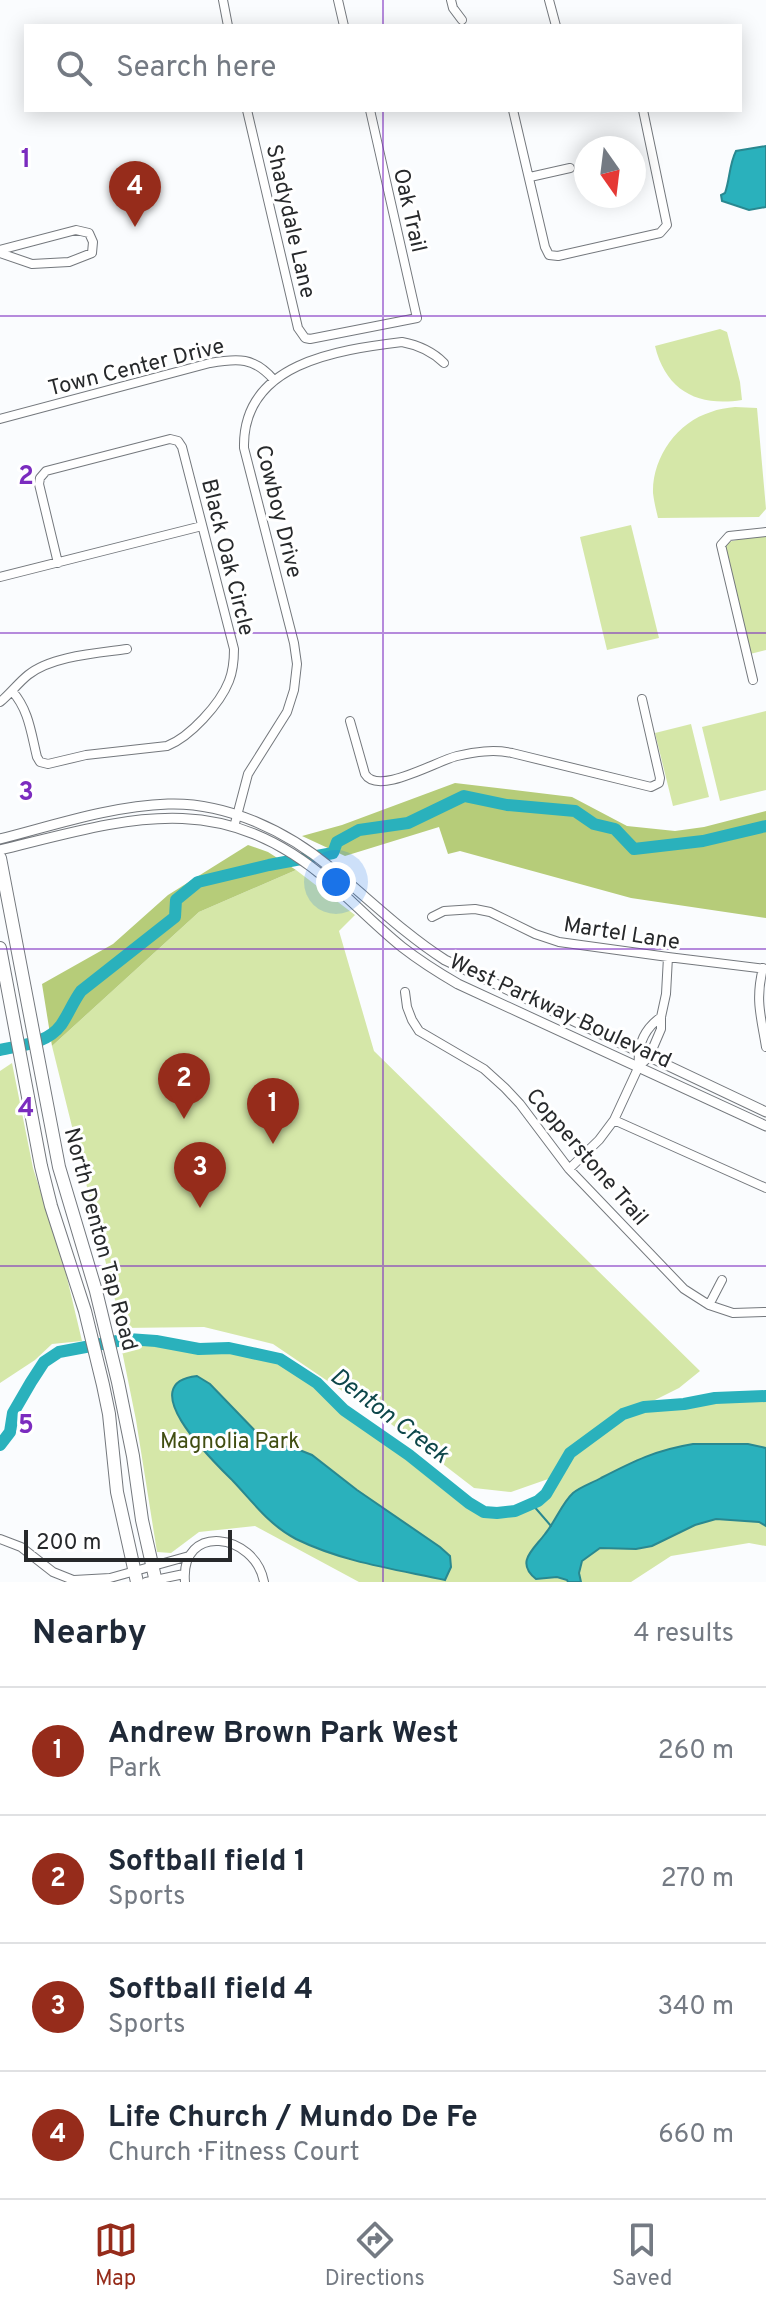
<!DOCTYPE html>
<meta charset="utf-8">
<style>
body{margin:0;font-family:Overpass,sans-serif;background:#f6f6f7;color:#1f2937}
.compass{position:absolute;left:574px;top:136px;width:72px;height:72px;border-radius:50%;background:#fff;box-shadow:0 4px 20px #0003;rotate:166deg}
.scale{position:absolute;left:24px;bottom:20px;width:208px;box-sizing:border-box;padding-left:8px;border:4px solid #27292b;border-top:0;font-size:22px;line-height:28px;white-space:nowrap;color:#27292b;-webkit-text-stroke:6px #fff;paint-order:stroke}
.you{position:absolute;left:336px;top:882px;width:28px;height:28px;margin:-20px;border:6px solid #fff;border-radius:50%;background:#1a73e8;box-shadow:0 0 0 12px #1a73e833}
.badge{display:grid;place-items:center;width:52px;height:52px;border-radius:50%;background:#962c1b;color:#fff;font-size:26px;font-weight:700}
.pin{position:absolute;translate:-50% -66px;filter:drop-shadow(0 2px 4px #0008)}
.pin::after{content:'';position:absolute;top:42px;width:28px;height:24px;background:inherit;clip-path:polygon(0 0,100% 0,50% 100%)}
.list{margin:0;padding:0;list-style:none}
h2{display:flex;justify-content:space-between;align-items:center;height:104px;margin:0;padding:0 32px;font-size:34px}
h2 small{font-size:26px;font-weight:400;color:#747a83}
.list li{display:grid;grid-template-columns:52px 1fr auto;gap:24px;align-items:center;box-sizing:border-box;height:128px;padding:0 32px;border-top:2px solid #e0e1e3}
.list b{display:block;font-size:30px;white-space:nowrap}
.list p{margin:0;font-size:26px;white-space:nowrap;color:#747a83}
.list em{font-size:26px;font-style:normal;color:#747a83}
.icon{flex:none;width:44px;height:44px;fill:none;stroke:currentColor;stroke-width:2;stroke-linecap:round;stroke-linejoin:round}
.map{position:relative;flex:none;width:766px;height:1582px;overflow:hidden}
.search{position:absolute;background:#fff;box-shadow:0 4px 20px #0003;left:24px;right:24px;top:24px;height:88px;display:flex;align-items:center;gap:20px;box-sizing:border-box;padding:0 28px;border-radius:0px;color:#747a83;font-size:30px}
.sheet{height:616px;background:#fff}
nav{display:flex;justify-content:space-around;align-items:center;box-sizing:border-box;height:112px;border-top:2px solid #e0e1e3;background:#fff;font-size:22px;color:#747a83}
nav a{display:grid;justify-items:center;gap:4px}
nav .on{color:#962c1b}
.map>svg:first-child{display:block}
.green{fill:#d5e7a8}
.forest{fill:#b6cc79}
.water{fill:#2ab1bc;stroke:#298890;stroke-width:2}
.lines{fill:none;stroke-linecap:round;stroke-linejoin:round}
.stream{stroke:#298890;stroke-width:2}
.river{stroke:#2ab1bc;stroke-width:12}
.minor-casing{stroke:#74787d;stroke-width:10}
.tertiary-casing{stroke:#74787d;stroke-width:11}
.primary-casing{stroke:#74787d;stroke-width:14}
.minor{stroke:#fff;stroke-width:8}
.tertiary{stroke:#fff;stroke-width:9}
.primary{stroke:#fff;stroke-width:12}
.grid{fill:none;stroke:#7b2cbf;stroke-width:2;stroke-opacity:0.55}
.labels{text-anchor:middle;stroke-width:6;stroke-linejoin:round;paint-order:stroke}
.street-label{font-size:22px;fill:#27292b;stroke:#fff}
.park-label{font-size:22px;fill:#414e12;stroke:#fff}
.water-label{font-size:24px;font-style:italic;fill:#0d464a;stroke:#fff}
.grid-label{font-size:26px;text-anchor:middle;font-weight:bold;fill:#7b2cbf;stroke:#fff;stroke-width:6;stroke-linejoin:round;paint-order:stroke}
</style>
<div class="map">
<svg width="766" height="1582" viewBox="0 0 766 1582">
<rect width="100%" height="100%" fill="#fafcfe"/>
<!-- green -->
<path class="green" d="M 720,329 L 727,332 L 740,382 L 742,400 C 698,407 666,391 655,346 Z
M 735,407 L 757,408 L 766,509 L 759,517 L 658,518 C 656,510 654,501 653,493 C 652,458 677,422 711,412 C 718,409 727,408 735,407 Z
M 631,525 L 659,638 L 607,650 L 580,537 Z
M 766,533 L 766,650 L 750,654 L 724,543 Z
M 766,711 L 766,790 L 720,801 L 702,727 Z
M 691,724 L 709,797 L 673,806 L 655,733 Z
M 296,870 L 355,915 L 339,931 L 374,1051 L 700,1371 L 679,1388 L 641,1407 L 684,1404 L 715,1398 L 766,1396 L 766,1546 L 749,1543 L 671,1556 L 631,1582 L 359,1582 L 255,1526 L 199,1532 L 171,1553 L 157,1552 L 136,1420 L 117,1326 L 128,1339 L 156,1341 L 199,1349 L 229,1348 L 280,1359 L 317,1383 L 344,1410 L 409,1455 L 469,1503 L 484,1512 L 515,1511 L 538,1501 L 546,1494 L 560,1469 L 551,1478 L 511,1492 L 474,1488 L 391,1424 L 273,1344 L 204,1327 L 122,1328 L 52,1046 L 199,912 Z
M 12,1063 L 33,1168 L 63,1261 L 82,1341 L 52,1344 L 35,1360 L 0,1383 L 0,1071 Z"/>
<!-- forest -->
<path class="forest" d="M 455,783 L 572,797 L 627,826 L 675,831 L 704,827 L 766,811 L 766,918 L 631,898 L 460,851 L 448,854 L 439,827 L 345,856 L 302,836 L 342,825 Z
M 248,845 L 268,852 L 296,870 L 199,912 L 52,1046 L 42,984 L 113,944 L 168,895 Z"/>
<!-- water -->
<path class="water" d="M 766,146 L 766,207 L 749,210 L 722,201 L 721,195 L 725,193 C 730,179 729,165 736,151 Z
M 197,1376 L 210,1384 L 261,1437 L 274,1444 L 297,1449 L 312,1455 L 357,1490 L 440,1547 L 450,1556 L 451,1567 L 445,1580 C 394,1569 343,1562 296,1539 C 269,1525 253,1502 233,1481 C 215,1463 131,1383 197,1376 Z
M 693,1444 L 748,1444 L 766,1448 L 766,1526 L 759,1522 L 716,1519 L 695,1525 L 652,1546 L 636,1549 L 600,1548 L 582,1561 L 579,1573 L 581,1582 L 568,1582 L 567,1580 L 557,1577 L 536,1579 C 515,1562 533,1550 545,1534 C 555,1522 562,1503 573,1493 C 580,1487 592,1483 601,1478 C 634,1461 656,1450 693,1444 Z"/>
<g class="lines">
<!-- stream -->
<path class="stream" d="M 532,1504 L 551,1526"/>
<!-- river -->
<path class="river" d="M 0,1050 C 21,1045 47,1044 61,1025 C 68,1015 73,1002 81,991 L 175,917 L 176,900 L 198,882 L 269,865 L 333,853 L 337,842 L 359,830 L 408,823 L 464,796 L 507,805 L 575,811 L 594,824 L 615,829 L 634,849 L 703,841 L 766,826
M 0,1445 L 10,1432 L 13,1413 L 31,1382 L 44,1362 L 59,1352 L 128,1339 L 156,1341 L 199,1349 L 229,1348 L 280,1359 L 317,1383 L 344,1410 L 409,1455 L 469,1503 L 484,1512 L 497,1513 L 515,1511 L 538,1501 L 546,1494 L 570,1453 L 623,1414 L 644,1407 L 684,1404 L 715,1398 L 766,1396"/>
<!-- minor casing -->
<g class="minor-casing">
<path id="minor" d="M 223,0 L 228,26
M 338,0 L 344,26
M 451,0 L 453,8 L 462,20
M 549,0 L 556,26
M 247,110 L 298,328 L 305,338 L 310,339 L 417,318 L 370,110
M 513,110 L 545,247 L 549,255 L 558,256 L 660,233 L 667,225 L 643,110
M 530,177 L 570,168
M 0,250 L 76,230 L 89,233 L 93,242 L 92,253 L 69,262 L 32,264 L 0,253
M 0,419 L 210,363 C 238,358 254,357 274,380
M 0,577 L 202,526
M 753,680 L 721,545 L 729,536 L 766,532
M 12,691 C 29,710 31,733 37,757 L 40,762 L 48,764 L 86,755 L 167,746 C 190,737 220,704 229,681 C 233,671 234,660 234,649 L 182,447 L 178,441 L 170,439 L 46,471 L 40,478 L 39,484 L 58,563
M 0,702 C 10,694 18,683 28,675 C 51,656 98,653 127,649
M 350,721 L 365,774 C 378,796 436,761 457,756 C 475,752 493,749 512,753 L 651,787 L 659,783 L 660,778 L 642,699
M 234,827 L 248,774 L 287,712 L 294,690 L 297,664 L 294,643 L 244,448 C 242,363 337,350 402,342 C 418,345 432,351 444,363
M 432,917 L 444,911 L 475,909 L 490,912 L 535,934 L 559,942 L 668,957 L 766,969
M 763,968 C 755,1000 761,1016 766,1047
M 405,992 L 407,1007 L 412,1020 L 419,1031 L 484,1069 L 505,1088 L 520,1104 L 569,1169 L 684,1289 L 709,1305 L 733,1313 L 766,1312
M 639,1066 C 637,1045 644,1029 661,1017
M 614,1120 L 766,1188
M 569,1169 L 599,1140 L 614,1120 L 639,1066 L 649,1057 L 661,1029 L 661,1017 L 666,994 L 668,957
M 709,1305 L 722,1280
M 0,1539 L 21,1547 L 53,1572 L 78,1582
M 74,1580 L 110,1578 L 189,1556
M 146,1582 L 184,1574
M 185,1582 C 180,1522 255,1533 264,1582"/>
</g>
<!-- tertiary casing -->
<g class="tertiary-casing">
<path id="tertiary" d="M 0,839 C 55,825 111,806 168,804 C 226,802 287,831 331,868 C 369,899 403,933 445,960 L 766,1112
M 0,850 C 127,819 218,786 329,881 C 354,903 377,927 402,947 C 420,961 439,973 458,984 L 766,1126"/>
</g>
<!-- primary casing -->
<g class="primary-casing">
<path id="primary" d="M 0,858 L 59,1167 L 96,1291 L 118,1382 L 133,1456 L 142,1520 L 156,1582
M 0,948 L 41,1166 L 51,1206 L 85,1311 L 103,1385 L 109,1414 L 117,1492 L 137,1582"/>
</g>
<!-- minor -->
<use href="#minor" class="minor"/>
<!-- tertiary -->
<use href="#tertiary" class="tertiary"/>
<!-- primary -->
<use href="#primary" class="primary"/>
</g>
<!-- grid -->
<path class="grid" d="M 383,0 L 383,26M 383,110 L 383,1582M 0,316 L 766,316M 0,633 L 766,633M 0,949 L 766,949M 0,1266 L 766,1266"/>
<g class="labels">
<!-- street labels -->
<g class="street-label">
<text transform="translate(411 210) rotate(77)" y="8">Oak Trail</text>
<text transform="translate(292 221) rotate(77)" y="8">Shadydale Lane</text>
<text transform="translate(136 366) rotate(-14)" y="8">Town Center Drive</text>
<text transform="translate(280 511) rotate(76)" y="8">Cowboy Drive</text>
<text transform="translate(229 557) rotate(76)" y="8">Black Oak Circle</text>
<text transform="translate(622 932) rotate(9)" y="8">Martel Lane</text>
<text transform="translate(561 1010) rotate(25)" y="8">West Parkway Boulevard</text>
<text transform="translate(588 1156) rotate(49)" y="8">Copperstone Trail</text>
<text transform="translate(102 1239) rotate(75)" y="8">North Denton Tap Road</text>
</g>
<!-- park labels -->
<g class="park-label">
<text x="230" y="1448">Magnolia Park</text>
</g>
<!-- water labels -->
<g class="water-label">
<text transform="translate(390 1415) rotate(37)" y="8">Denton Creek</text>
</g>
</g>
<g class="grid-label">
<text x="26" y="167">1</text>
<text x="26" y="484">2</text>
<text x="26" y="800">3</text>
<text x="26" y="1116">4</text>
<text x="26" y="1433">5</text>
</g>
</svg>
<svg class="compass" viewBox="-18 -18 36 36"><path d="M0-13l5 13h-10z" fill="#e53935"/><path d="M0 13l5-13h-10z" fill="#747a83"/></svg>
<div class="scale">200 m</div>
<div class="you"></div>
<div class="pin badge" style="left:273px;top:1144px">1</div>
<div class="pin badge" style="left:184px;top:1119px">2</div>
<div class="pin badge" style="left:200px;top:1208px">3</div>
<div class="pin badge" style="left:135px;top:227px">4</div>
<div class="search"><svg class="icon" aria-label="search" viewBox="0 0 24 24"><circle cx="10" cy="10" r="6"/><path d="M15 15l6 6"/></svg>Search here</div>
</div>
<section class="sheet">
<h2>Nearby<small>4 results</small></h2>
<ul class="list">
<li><span class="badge">1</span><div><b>Andrew Brown Park West</b><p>Park</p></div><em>260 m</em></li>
<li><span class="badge">2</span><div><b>Softball field 1</b><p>Sports</p></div><em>270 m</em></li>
<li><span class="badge">3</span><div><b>Softball field 4</b><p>Sports</p></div><em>340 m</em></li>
<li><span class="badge">4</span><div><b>Life Church / Mundo De Fe</b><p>Church · Fitness Court</p></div><em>660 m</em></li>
</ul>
</section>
<nav>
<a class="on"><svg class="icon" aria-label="map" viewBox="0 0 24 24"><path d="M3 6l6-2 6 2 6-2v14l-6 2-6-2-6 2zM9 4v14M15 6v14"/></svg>Map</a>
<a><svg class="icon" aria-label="directions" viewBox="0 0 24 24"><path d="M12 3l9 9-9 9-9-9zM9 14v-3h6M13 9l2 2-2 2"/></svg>Directions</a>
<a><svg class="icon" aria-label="saved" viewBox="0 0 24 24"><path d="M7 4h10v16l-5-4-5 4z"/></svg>Saved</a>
</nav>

::::

§ What the task requires:
What lines in the entries above hold "scale"? Copy every one.

§ The completed task:
.scale{position:absolute;left:24px;bottom:20px;width:208px;box-sizing:border-box;padding-left:8px;border:4px solid #27292b;border-top:0;font-size:22px;line-height:28px;white-space:nowrap;color:#27292b;-webkit-text-stroke:6px #fff;paint-order:stroke}
<div class="scale">200 m</div>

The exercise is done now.